Hardaker claimed the system, which is made from a comfortable and flexible smart material, has distinct advantages over competing technologies which tend to use a hard plastic strap that is worn around the user’s chest. ‘We actually use a fabric, we use dry sensors so that there’s no skin irritation,’ said Hardaker.

As for the copious amounts of sweat produced by the average athlete, Hardaker said perspiration helps to boost and tidy the signal. The system is claimed to be so effective when wet that the company is testing it with a Canadian water skier and has begun to develop a version for swimmers.

Depending on the application, the data gathered by the Bioharness can either be logged on the device for later analysis or transmitted wirelessly to a laptop.

The current system transmits wireless data via an ISM link (industrial, scientific, and medical radio-frequency band). This, said Hardaker, has a range of about 100m that is ideal for gym and laboratory work and also has some trackside capability.

However, he revealed that later this month the company will launch a Bluetooth-enabled version of the system that can be used over GPRS networks and will have a far greater range.

The Bioharness costs just over £1,000. For this you get the strap, the software, and all the associated electronics. As it is possible to run several people against the same iteration of software, users can also buy additional straps for about £70.

Hardaker stressed that the device is a tool for specialists: ‘the level of knowledge of the human anatomy and physiology required to use it means that at this present time we are going for the elite sport and academics research market.’

However, Zephyr is keen to exploit the system’s undoubted potential in a consumer market, and Hardaker said that the firm is working on the processing system to turn the data into information that is far easier to interpret. ‘For the average Joe running down the street we need to say “you need to slow down” without giving him all this information,’ said Hardaker.
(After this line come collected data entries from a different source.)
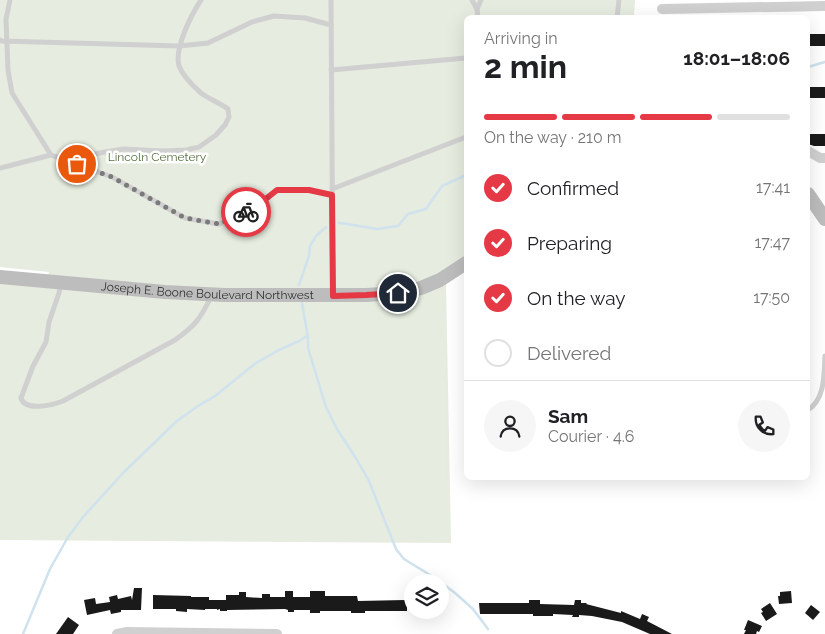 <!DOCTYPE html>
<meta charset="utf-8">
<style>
body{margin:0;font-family:Raleway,sans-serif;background:#f6f6f6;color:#202124;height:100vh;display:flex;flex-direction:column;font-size:19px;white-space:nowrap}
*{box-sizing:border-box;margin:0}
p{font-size:16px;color:#757577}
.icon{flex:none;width:28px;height:28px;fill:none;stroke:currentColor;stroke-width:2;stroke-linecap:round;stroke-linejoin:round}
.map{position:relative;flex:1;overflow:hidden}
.drawer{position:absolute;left:464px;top:15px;width:346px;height:465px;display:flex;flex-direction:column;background:#fff;border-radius:8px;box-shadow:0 5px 20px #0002}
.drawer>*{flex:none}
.buttons{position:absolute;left:404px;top:574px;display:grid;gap:10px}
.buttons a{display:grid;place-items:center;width:45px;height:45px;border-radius:50%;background:#fff;box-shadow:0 5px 20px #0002;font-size:25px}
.pin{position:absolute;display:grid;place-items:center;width:42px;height:42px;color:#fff;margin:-21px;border:2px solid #fff;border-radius:50%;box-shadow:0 1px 5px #0007}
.courier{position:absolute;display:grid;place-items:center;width:50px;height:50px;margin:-25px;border:4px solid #e63946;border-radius:50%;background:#fff;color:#222;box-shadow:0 1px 6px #0007}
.head em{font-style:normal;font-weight:700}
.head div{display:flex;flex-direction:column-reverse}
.head{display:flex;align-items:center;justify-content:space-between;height:85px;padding:0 20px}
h1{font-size:32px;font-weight:700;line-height:38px}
.bar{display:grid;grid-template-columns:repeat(4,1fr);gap:8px 5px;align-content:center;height:60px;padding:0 20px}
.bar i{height:6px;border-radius:4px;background:#e0e0e0}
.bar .selected{background:#e63946}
.bar p{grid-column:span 4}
.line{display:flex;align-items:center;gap:12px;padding:0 20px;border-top:1px solid #e0e0e0}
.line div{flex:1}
.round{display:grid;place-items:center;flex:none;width:52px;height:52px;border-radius:26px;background:#f6f6f6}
ol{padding:0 20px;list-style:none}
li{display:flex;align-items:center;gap:15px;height:55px}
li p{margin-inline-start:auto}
li .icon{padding:5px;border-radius:50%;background:#e63946;color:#fff;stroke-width:4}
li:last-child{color:#757577}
li i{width:28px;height:28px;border:2px solid #e0e0e0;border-radius:50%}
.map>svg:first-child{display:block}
.green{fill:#e6ecdf}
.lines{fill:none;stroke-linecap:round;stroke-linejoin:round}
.stream{stroke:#cfe2ee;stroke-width:2.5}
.building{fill:#1a1a1a}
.lane{stroke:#d0d0d0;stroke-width:5}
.street{stroke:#d0d0d0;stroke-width:10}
.secondary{stroke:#bdbdbd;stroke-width:14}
.done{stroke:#7a7a7a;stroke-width:5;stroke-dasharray:0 9}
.route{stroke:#e63946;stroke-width:6}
.labels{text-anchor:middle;stroke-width:5;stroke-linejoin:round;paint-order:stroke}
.park-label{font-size:12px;fill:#56703f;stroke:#fff}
.street-label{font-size:12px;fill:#333;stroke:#fff}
</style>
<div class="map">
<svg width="825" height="634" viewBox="0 0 825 634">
<rect width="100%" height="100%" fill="#fff"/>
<!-- green -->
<polygon class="green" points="0,0 635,0 634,17 466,18 466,265 446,284 451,543 0,540 0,282 44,286 49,272 0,267"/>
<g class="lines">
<!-- stream -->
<g class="stream">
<polyline points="808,67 825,62"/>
<polyline points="339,223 341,223 377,229 398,226 408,214 426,209 442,186 466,175"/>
<polyline points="299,285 309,256 310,246 316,236 326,227"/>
<polyline points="302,303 308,338 308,348 326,407 337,429 357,460 369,481 396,549 404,559 435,578 455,593 473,609 488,629"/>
<polyline points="23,634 50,569 68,537 83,517 124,472 177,421 198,406 215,396 256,363 277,351 299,341 307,336 308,338"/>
</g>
</g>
<!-- building -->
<g class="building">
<rect x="808" y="34" width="17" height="12"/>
<rect x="808" y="87" width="17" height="11"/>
<polygon points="808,134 825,134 825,146 814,146 808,144"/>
<polygon points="134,588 142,588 141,610 121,610 121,612 111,614 110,610 87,615 84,600 95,598 96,604 110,602 109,597 117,595 118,599 131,596 132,600"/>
<polygon points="285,591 293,591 293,597 310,597 310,591 325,591 325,596 357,596 358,601 405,600 405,602 407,602 407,611 365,611 365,613 351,613 351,611 320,611 320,613 310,613 310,610 294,610 294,612 288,612 288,610 285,609 227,610 227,611 220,611 220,609 217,610 217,609 205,609 205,610 187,609 187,612 176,611 176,609 153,609 153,595 191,596 191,597 209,597 209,600 226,600 226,595 239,595 239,592 246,592 246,597 262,598 262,594 270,594 270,597 285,597"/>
<polygon points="791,591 792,603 779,604 778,596 780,596 780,592"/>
<polygon points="529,600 540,600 540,604 574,605 575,600 581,600 581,603 587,603 586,604 621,613 621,611 640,619 642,614 649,617 647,621 672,634 650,634 622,622 592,616 579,615 579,617 572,617 573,615 553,614 553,616 533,616 533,614 480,614 479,603 529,603"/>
<polygon points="770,603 777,614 766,621 761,613 763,612 761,609"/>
<polygon points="811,605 820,612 813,620 805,613"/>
<polygon points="68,617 79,625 73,634 56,634"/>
<polygon points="748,620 762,626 759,632 757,631 756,634 744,634 746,630 744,630"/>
</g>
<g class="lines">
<!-- lane -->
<g class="lane">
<polyline points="10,0 6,19 8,70 12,93 51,155 112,177 185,218 219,224 253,209 277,190 309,190 332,195"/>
<polyline points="331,0 333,295"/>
<polyline points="472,0 477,9 478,18"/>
<polyline points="477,9 481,0"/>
<polyline points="617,18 619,0"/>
<polyline points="0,40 2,41 179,46 208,43 252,22 274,16 305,18 331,25"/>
<polyline points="331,70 466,58"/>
<path d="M 77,164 L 94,154 L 123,149 L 163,151 L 186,150 L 199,147 L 216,135 L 225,125 L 229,117 L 228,109 C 220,103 209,99 201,93 C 193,86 183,76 179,66 C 174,49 191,15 201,0"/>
<polyline points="0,168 51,155"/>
<polyline points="332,189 466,137"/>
<path d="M 61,283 L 59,293 L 49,322 L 46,342 L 33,366 L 21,398 C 25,412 53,405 63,401 L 175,340 C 196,325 200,319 211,297"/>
<path d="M 808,410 C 825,399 824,375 825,356"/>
</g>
<!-- street -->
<g class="street">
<polyline points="662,9 825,6"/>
<polyline points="808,151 820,158 825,158"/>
<polyline points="117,634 127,632 277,634"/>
</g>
<!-- secondary -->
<g class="secondary">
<polyline points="808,194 825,219"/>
<path id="s1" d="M 0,277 L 165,292 L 224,295 L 366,295 L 399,293 L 421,288 L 440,280 L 466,263"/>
</g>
</g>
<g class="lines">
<!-- done -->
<polyline class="done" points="77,164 112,177 185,218 219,224 246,212"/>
<!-- route -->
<polyline class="route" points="246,212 253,209 277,190 309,190 332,195 333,296 366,295 398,293"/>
</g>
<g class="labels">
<!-- park labels -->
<g class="park-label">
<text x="157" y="161">Lincoln Cemetery</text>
</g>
<!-- street labels -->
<g class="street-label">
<text dy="4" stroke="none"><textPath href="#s1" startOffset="208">Joseph E. Boone Boulevard Northwest</textPath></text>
</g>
</g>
</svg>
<div class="buttons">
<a><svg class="icon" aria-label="layers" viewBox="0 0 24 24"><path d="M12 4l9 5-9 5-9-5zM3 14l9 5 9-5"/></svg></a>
</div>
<div class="pin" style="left:77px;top:164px;background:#ea580c"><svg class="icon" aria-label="bag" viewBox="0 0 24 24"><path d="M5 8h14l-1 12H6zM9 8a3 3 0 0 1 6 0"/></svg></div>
<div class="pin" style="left:398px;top:293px;background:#1f2937"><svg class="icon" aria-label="home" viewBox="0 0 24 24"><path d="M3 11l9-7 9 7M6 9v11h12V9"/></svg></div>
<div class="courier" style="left:246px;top:212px"><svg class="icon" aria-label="bike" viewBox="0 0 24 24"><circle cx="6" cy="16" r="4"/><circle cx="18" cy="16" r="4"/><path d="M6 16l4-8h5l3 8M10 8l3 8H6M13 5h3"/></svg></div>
<section class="drawer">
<div class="head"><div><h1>2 min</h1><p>Arriving in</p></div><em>18:01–18:06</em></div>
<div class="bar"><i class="selected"></i><i class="selected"></i><i class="selected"></i><i></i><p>On the way · 210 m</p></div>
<ol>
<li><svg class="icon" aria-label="check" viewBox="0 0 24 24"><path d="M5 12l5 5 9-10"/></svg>Confirmed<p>17:41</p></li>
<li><svg class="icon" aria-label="check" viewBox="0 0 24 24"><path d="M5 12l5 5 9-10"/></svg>Preparing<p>17:47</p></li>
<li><svg class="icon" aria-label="check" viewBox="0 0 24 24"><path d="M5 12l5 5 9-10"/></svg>On the way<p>17:50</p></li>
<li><i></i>Delivered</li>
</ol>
<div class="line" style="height:90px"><a class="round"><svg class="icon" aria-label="person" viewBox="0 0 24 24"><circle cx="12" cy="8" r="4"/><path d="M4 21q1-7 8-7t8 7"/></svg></a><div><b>Sam</b><p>Courier · 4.6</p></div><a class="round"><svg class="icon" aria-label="phone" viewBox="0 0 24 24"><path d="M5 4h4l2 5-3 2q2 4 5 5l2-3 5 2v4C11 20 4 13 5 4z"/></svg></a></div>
</section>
</div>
Customers include NASA (which is using the system to study sleep deprivation in preparation for future manned space missions), California’s Stanford University and Cranfield University in the UK. Zephyr is also working with a number of hospitals on using the device as an alternative to bedside monitoring units.

But the Bioharness is not its only product. The company recently launched a smart-fabric insole known as the shoepod.

Again aimed at athletes, this clever device measures the pressure applied to different parts of the foot in minute detail. ‘We do a statistical sample of the pressures of the foot over about eight locations on each foot and we do that very rapidly,’ said Hardaker.

Though the material is different to that used in the Bioharness, Zephyr’s skill in analysing physical data is again at the heart of the product.

‘The insole consists of small pressure sensors made from smart fabrics embedded in a specialised foam rubber with a well- known and understood compression rate,’ he said. ‘We’re measuring the compression of the foam and using an algorithm to analyse the forces applied. We’re doing it 800 times per second and we’re getting about 125 measurements across the average footfall.’

He added that the system was recently used on a marathon runner to analyse the impact of his fatigue levels on the mechanics of his feet and the way in which he was running.

‘You can see in the system points where the way he uses his feet changes enough that the efficiency starts to get degraded.’

He added that one New Zealand-based coach has been using the system to determine exercise regimes for athletes wishing to build up specific muscle sets. The company is also developing a special shoepod for diabetics.

For Hardaker, these products are just the beginning. He predicted that while most existing wearable monitoring systems have been designed to measure users’ heart rates, future systems will take into account an expanding range of physical factors. In the quest to build up an ever more accurate picture of what’s going in the human body, such systems could, he said, even take account of whether a user is tired or has a hangover.

Meanwhile, as he recovers from his epic run around the US, Tim Borland is modest about his achievement, pointing on his blog to a 20-year-old Canadian cancer sufferer with a prosthetic leg who, back in 1980, ran a marathon a day for 146 days.